Donald Sterling is turning his ownership stake in the Los Angeles Clippers over to his estranged wife, and she is in talks with the NBA to sell the team, a person with knowledge of the negotiations says.
The individual, who wasn't authorised to speak publicly about the deal, said the couple reached the agreement after weeks of discussion.
''Donald Sterling is out, and there will be new owners,'' the individual told the Associated Press.
Neither Shelly Sterling nor her attorney had any comment Friday. They have been in talks with NBA lawyers for the last couple weeks.
''She wants to be able to say, 'I'm selling the team, not the NBA is selling the team,' and have meaningful control over that transaction,'' the individual told the AP.
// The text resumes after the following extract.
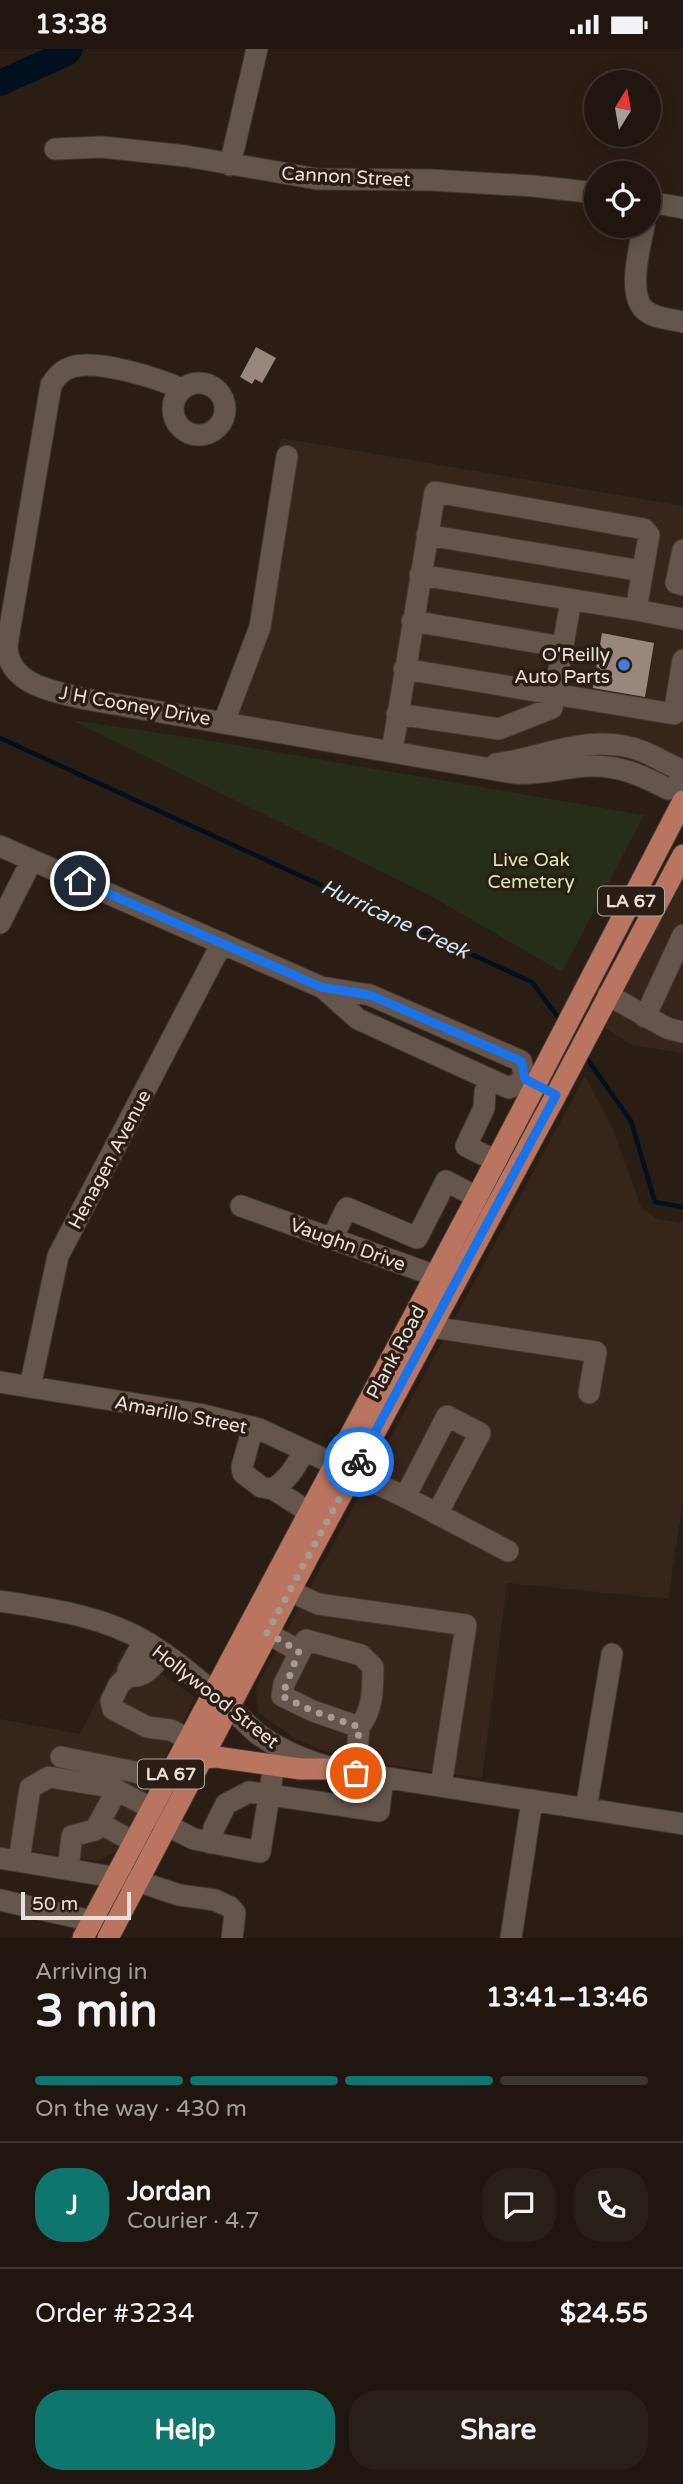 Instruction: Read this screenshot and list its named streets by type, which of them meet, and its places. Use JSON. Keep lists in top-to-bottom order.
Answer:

Donald Sterling was banned for life and fined US$2.5 million (NZ$2.9m) by NBA Commissioner Adam Silver after the release of a recording last month in which Sterling made racist remarks involving blacks, which comprise the majority of players in the league.
Sterling told female friend V. Stiviano not to bring blacks to Clippers games during a recorded conversation. Sterling specifically mentioned Magic Johnson, and then criticized the NBA Hall of Famer again as a poor role model during a TV interview.
Earlier this week, the NBA charged Sterling with damaging the league and its teams with his comments, and said he had engaged in other conduct that had impaired its relationship with fans and merchandising partners.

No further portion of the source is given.